Consumers don’t necessarily go through all the buying stages when they’re considering purchasing product. You have probably thought about many products you want or need but never did much more than that. At other times, you’ve probably looked at dozens of products, compared them, and then decided not to purchase any one of them. At yet other times, you skip stages 1 through 3 and buy products on impulse. As Nike would put, you “just do it.” Perhaps you see a magazine with Angelina Jolie and Brad Pitt on the cover and buy it on the spot simply because you want it. Purchasing a product with no planning or forethought is called impulse buying.
Impulse buying brings up a concept called level of involvement—that is, how personally important or interested you are in consuming a product. For example, you might see a roll of tape at a check-out stand and remember you need one. Or you might see a bag of chips and realize you’re hungry. These are items you need, but they are low-involvement products. Low-involvement products aren’t necessarily purchased on impulse, although they can be. Low-involvement products are, however, inexpensive and pose a low risk to the buyer if she makes a mistake by purchasing them.
Consumers often engage in routine response behavior when they buy low-involvement products—that is, they make automatic purchase decisions based on limited information or information they have gathered in the past. For example, if you always order a Diet Coke at lunch, you’re engaging in routine response behavior. You may not even think about other drink options at lunch because your routine is to order a Diet Coke, and you simply do it. If you’re served a Diet Coke at lunchtime, and it’s flat, oh well. It’s not the end of the world.
By contrast, high-involvement products carry a high risk to buyers if they fail, are complex, or have high price tags. A car, a house, and an insurance policy are examples. These items are not purchased often. Buyers don’t engage in routine response behavior when purchasing high-involvement products. Instead, consumers engage in what’s called extended problem solving, where they spend a lot of time comparing the features of the products, prices, warrantees, and so forth.
High-involvement products can cause buyers a great deal of postpurchase dissonance if they are unsure about their purchases. Companies that sell high-involvement products are aware of that postpurchase dissonance can be a problem. Frequently, they try to offer consumers a lot of information about their products, including why they are superior to competing brands and how they won’t let the consumer down.
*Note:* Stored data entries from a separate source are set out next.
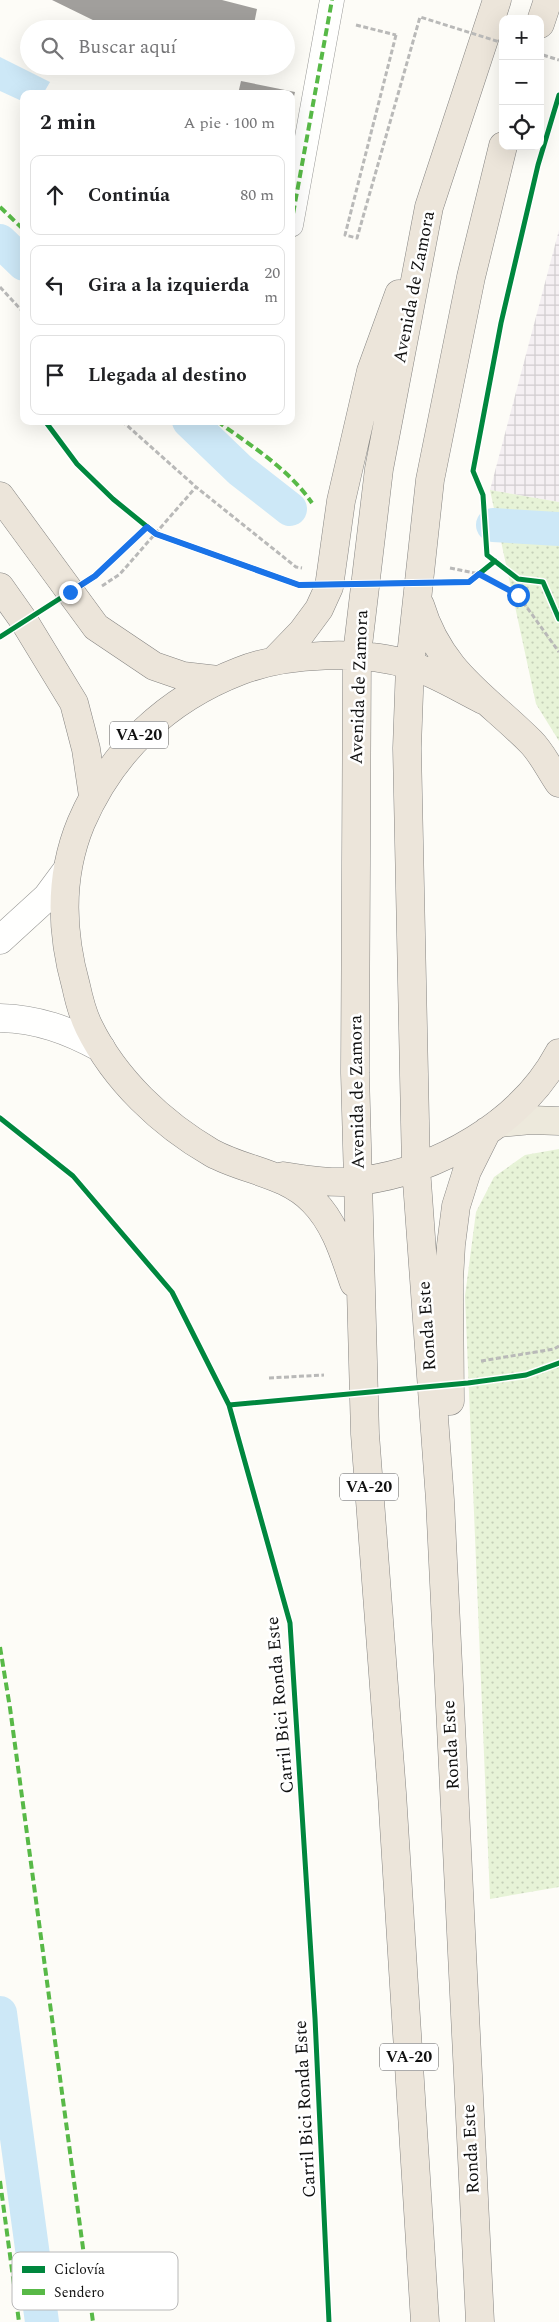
<!DOCTYPE html>
<html lang="es">
<head>
<meta charset="utf-8">
<style>
  :root { --surface:#fff; --page:#f6f6f6; --text:#202124; --muted:#757577; --line:#e0e0e0 }
  body { margin:0; font-family:Spectral,serif; background:var(--page); color:var(--text) }
  .controls { position:absolute; right:15px; top:15px; display:grid; overflow:hidden; border-radius:10px; box-shadow:0 5px 20px #0002 }
  .controls button { width:45px; height:45px; display:grid; place-items:center; padding:0; border:0; border-bottom:1px solid var(--line); background:var(--surface); color:var(--text); font:25px sans-serif }
  .stop { position:absolute; width:15px; height:15px; margin:-11px; border:4px solid #1a73e8; border-radius:50%; background:#fff }
  .stop.end { background:#1a73e8; border-color:#fff; box-shadow:0 1px 5px #0008 }
  .list { margin:0; padding:0; list-style:none }
  h2 { display:flex; justify-content:space-between; align-items:center; height:65px; margin:0; padding:0 20px; font-size:21px }
  h2 small { font-size:16px; font-weight:400; color:var(--muted) }
  .list li { display:grid; grid-template-columns:32px 1fr auto; gap:15px; align-items:center; box-sizing:border-box; height:80px; margin:0 10px 10px; padding:0 10px; border:1px solid var(--line); border-radius:10px }
  .list b { display:block; font-size:19px; white-space:nowrap }
  .list em { font-size:16px; font-style:normal; color:var(--muted) }
  .icon { flex:none; width:28px; height:28px; fill:none; stroke:currentColor; stroke-width:2; stroke-linecap:round; stroke-linejoin:round }
  .map { position:relative; flex:none; width:559px; height:2322px; overflow:hidden }
  .search { position:absolute; background:var(--surface); box-shadow:0 5px 20px #0002; left:20px; top:20px; width:275px; height:55px; display:flex; align-items:center; gap:12px; box-sizing:border-box; padding:0 18px; border-radius:28px; color:var(--muted); font-size:19px }
  .panel { position:absolute; background:var(--surface); box-shadow:0 5px 20px #0002; left:20px; top:90px; width:275px; height:335px; border-radius:10px }
  .map>svg:first-child { display:block }
  .industrial { fill:url(#industrial-grid) }
  .grass { fill:url(#grass-dots) }
  .water { fill:#cde8f7 }
  .lines { fill:none; stroke-linecap:round; stroke-linejoin:round }
  .canal { stroke:#cde8f7; stroke-width:34 }
  .building { fill:#a19f9c }
  .pedestrian-casing { stroke:#979795; stroke-width:25 }
  .tertiary-casing { stroke:#979795; stroke-width:29 }
  .primary-casing { stroke:#858482; stroke-width:29 }
  .trunk-casing { stroke:#858482; stroke-width:29 }
  .path { stroke:#b9b9b8; stroke-width:3; stroke-dasharray:5 2.5; stroke-linecap:butt }
  .pedestrian { stroke:#fffffe; stroke-width:24 }
  .tertiary { stroke:#fffffe; stroke-width:28 }
  .primary { stroke:#ede9dc; stroke-width:28 }
  .trunk { stroke:#ece5da; stroke-width:28 }
  .path-bridge { stroke:#b9b9b8; stroke-width:3; stroke-dasharray:5 2.5; stroke-linecap:butt }
  .quiet { stroke:#58b947; stroke-width:4; stroke-dasharray:8 4; stroke-linecap:butt }
  .cycleway-casing { stroke:#fff; stroke-width:8 }
  .cycleway { stroke:#00873e; stroke-width:5 }
  .route { stroke:#1a73e8; stroke-width:6 }
  .labels { text-anchor:middle; dominant-baseline:central; stroke-width:5; stroke-linejoin:round; paint-order:stroke }
  .shield { fill:#fff; stroke:#585858; stroke-width:1 }
  .shield-label { font-size:16px; font-weight:bold; fill:#111 }
  .street-label { font-size:18px; fill:#111; stroke:#fff }
  .key { fill:#fff; stroke:#b8b8b8; stroke-width:1 }
  .key-label { font-size:14px; fill:#111 }
</style>
</head>
<body>
<div class="map">
<svg width="559" height="2322" viewBox="0 0 559 2322">
  <defs>
    <pattern id="industrial-grid" width="8" height="8" patternUnits="userSpaceOnUse" patternTransform="scale(1.25)"><rect width="8" height="8" fill="#f5f0f3"/><path d="M0 4h8M4 0v8" fill="none" stroke="#d1cdcf"/></pattern>
    <pattern id="grass-dots" width="8" height="8" patternUnits="userSpaceOnUse" patternTransform="scale(1.25)"><rect width="8" height="8" fill="#e7f3d7"/><path d="M2 2h.1M6 6h.1" fill="none" stroke="#c5cfb8" stroke-width="1.8" stroke-linecap="round"/></pattern>
  </defs>
  <rect width="100%" height="100%" fill="#fdfcf7"/>
  <path class="industrial" d="M 559,230 L 559,502 L 490,490 Z"/>
  <path class="grass" d="M 490,490 L 559,502 L 559,741 L 536,704 Z
    M 559,1149 L 559,1887 L 490,1899 L 465,1296 L 476,1212 L 494,1177 L 525,1155 Z"/>
  <path class="water" d="M 0,57 L 50,82 L 43,94 L 24,94 L 24,102 L 0,91 Z"/>
  <g class="lines">
    <path class="canal" d="M 0,241 L 24,264
      M 189,421 L 240,470 L 290,509
      M 493,525 L 559,529
      M 0,2013 L 42,2322"/>
  </g>
  <path class="building" d="M 52,0 L 222,0 L 257,9 L 253,29 L 119,29 L 101,24 Z
    M 241,81 L 295,92 L 292,105 L 291,94 L 238,94 Z"/>
  <g class="lines">
    <g class="pedestrian-casing">
      <path id="pedestrian" d="M 291,225 L 332,0"/>
    </g>
    <g class="tertiary-casing">
      <path id="tertiary" d="M 0,940 L 47,897 L 67,870
        M 0,1018 C 38,1019 68,1030 101,1048"/>
    </g>
    <g class="primary-casing">
      <path id="primary" d="M 499,1123 L 531,1120 L 559,1121"/>
    </g>
    <g class="trunk-casing">
      <path id="trunk" d="M 540,24 L 548,0
        M 0,496 L 96,627 L 154,666 L 183,676 L 218,680
        M 0,587 L 24,621 L 74,703 L 86,749 L 93,796
        M 420,605 C 440,672 485,696 531,742 C 542,753 550,770 559,783
        M 274,661 L 302,632 L 319,609 L 329,587 L 341,501 L 371,371 L 399,294
        M 283,1176 C 308,1180 334,1184 360,1181 C 437,1171 521,1124 559,1053
        M 354,1283 C 344,1254 335,1223 313,1201 C 286,1173 245,1171 212,1153 C 162,1124 115,1080 89,1027 C 83,1015 79,1000 76,986 C 61,932 59,876 81,823 C 112,751 167,699 240,671 C 286,653 363,650 410,665 C 435,673 459,688 483,700
        M 450,1401 L 449,1280 L 451,1245 L 456,1206 L 467,1171 L 487,1131
        M 425,2322 L 392,1793 L 365,1434 L 355,1073 L 357,654 L 379,469 L 429,207 L 497,0
        M 480,2322 L 440,1500 L 416,1168 L 407,748 L 410,665 L 430,480 L 471,277 L 503,146"/>
    </g>
    <path class="path" d="M 356,25 L 396,35
      M 543,55 L 559,60
      M 0,287 L 24,313
      M 122,421 L 196,487
      M 450,568 L 479,574 L 518,595 L 559,652
      M 102,586 L 120,574 L 196,487 L 296,567 L 302,568
      M 481,1361 L 554,1349 L 559,1346
      M 269,1378 L 324,1375"/>
    <use href="#pedestrian" class="pedestrian"/>
    <use href="#tertiary" class="tertiary"/>
    <use href="#primary" class="primary"/>
    <use href="#trunk" class="trunk"/>
    <path class="path-bridge" d="M 396,35 L 345,235 L 357,238 L 420,17 L 503,43"/>
    <path class="quiet" d="M 0,207 L 24,230
      M 291,225 L 332,0
      M 217,421 C 251,446 288,468 312,503
      M 0,1647 L 10,1708 L 93,2322
      M 0,2181 L 19,2322"/>
    <g class="cycleway-casing">
      <path id="cycleway" d="M 559,95 L 538,165 L 501,323 L 473,471 L 483,495 L 487,555 L 518,579 L 543,582 L 559,619
        M 45,421 L 77,464 L 113,499 L 156,534 L 299,585 L 469,582 L 495,561
        M 0,637 L 95,576 L 147,527
        M 0,1118 L 73,1176 L 172,1292 L 229,1405 L 290,1623 L 315,2018 L 329,2322
        M 229,1405 L 468,1383 L 526,1375 L 559,1363"/>
    </g>
    <use href="#cycleway" class="cycleway"/>
  </g>
  <g class="lines">
    <path class="route" d="M 70,592 L 95,576 L 147,527 L 156,534 L 299,585 L 469,582 L 479,574 L 518,595"/>
  </g>
  <g class="labels">
    <g class="shield">
      <rect x="110" y="721.5" width="58" height="27" rx="4"/>
      <rect x="340" y="1473.5" width="58" height="27" rx="4"/>
      <rect x="380" y="2043.5" width="58" height="27" rx="4"/>
    </g>
    <g class="shield-label">
      <text x="139" y="735">VA-20</text>
      <text x="369" y="1487">VA-20</text>
      <text x="409" y="2057">VA-20</text>
    </g>
    <g class="street-label">
      <text transform="translate(414 287) rotate(-79)">Avenida de Zamora</text>
      <text transform="translate(359 687) rotate(-88)">Avenida de Zamora</text>
      <text transform="translate(357 1092) rotate(-91)">Avenida de Zamora</text>
      <text transform="translate(427 1326) rotate(-94)">Ronda Este</text>
      <text transform="translate(280 1705) rotate(-95)">Carril Bici Ronda Este</text>
      <text transform="translate(451 1745) rotate(-93)">Ronda Este</text>
      <text transform="translate(305 2109) rotate(-93)">Carril Bici Ronda Este</text>
      <text transform="translate(471 2149) rotate(-93)">Ronda Este</text>
    </g>
  </g>
  <rect x="12" y="2252" width="166" height="58" rx="8" class="key"/>
  <rect x="22" y="2266" width="23" height="7" fill="#00873e"/>
  <rect x="22" y="2289" width="23" height="6" fill="#58b947"/>
  <g class="key-label">
    <text x="54" y="2274">Ciclovía</text>
    <text x="54" y="2297">Sendero</text>
  </g>
</svg>
<div class="controls">
<button>+</button>
<button>−</button>
<button><svg class="icon" aria-label="locate" viewBox="0 0 24 24"><circle cx="12" cy="12" r="6"/><path d="M12 2v4M12 18v4M2 12h4M18 12h4"/></svg></button>
</div>
<div class="stop" style="left:518px;top:595px"></div>
<div class="stop end" style="left:70px;top:592px"></div>
<div class="search"><svg class="icon" aria-label="search" viewBox="0 0 24 24"><circle cx="10" cy="10" r="6"/><path d="M15 15l6 6"/></svg>Buscar aquí</div>
<section class="panel">
<h2>2 min<small>A pie · 100 m</small></h2>
<ul class="list">
<li><svg class="icon" aria-label="ahead" viewBox="0 0 24 24"><path d="M12 20V5M6 11l6-6 6 6"/></svg><div><b>Continúa</b></div><em>80 m</em></li>
<li><svg class="icon" aria-label="left" viewBox="0 0 24 24"><path d="M17 20v-9H6M10 6l-5 5 5 5"/></svg><div><b>Gira a la izquierda</b></div><em>20 m</em></li>
<li><svg class="icon" aria-label="arrive" viewBox="0 0 24 24"><path d="M6 21V4h12l-3 4 3 4H6"/></svg><div><b>Llegada al destino</b></div></li>
</ul>
</section>
</div>
</body>
</html>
Salespeople are typically utilized to do a lot of customer “hand-holding.”
Limited problem solving falls somewhere in the middle. Consumers engage in limited problem solving when they already have some information about a good or service but continue to search for a bit more information. The backpack you’re looking to buy is an example. You’re going to spend at least some time looking for one that’s decent because you don’t want it to fall apart while you’re traveling and dump everything you’ve packed on a hiking trail. You might do a little research online and come to a decision relatively quickly. You might consider the choices available at your favorite retail outlet but not look at every backpack at every outlet before making a decision. Or, you might rely on the advice of a person you know who’s knowledgeable about backpacks. In some way you shorten the decision-making process.
Brand names can be very important regardless of the consumer’s level of purchasing involvement. Consider a low- versus high-involvement product—say, purchasing a tube of toothpaste versus a new car. You might routinely buy your favorite brand of toothpaste, not thinking much about the purchase (engage in routine response behavior), but not be willing to switch to another brand either. Having a brand you like saves you “search time” and eliminates the evaluation period because you know what you’re getting.
When it comes to the car, you might engage in extensive problem solving but, again, only be willing to consider a certain brands or brands. For example, in the 1970s, American-made cars had such a poor reputation for quality, buyers joked that a car that’s “not Jap [Japanese made] is crap.” The quality of American cars is very good today, but you get the picture. If it’s a high-involvement product you’re purchasing, a good brand name is probably going to be very important to you. That’s why the makers of high-involvement products can’t become complacent about the value of their brands.
Consumer behavior looks at the many reasons why people buy things and later dispose of them. Consumers go through distinct buying phases when they purchases products: (1) realizing the need or want something, (2) searching for information about the item, (3) evaluating different products, (4) choosing a product and purchasing it, (5) using and evaluating the product after the purchase, and (6) disposing of the product. A consumer’s level of involvement is how interested he or she is in buying and consuming a product. Low-involvement products are usually inexpensive and pose a low risk to the buyer if she makes a mistake by purchasing them. High-involvement products carry a high risk to the buyer if they fail, are complex, or have high price tags. Limited-involvement products fall somewhere in between.
- What is consumer behavior? Why do companies study it?
- What stages do people go through in the buying process?
- How do low-involvement products differ from high-involvement products in terms of the risks their buyers face? Name some products in each category that you’ve recently purchased.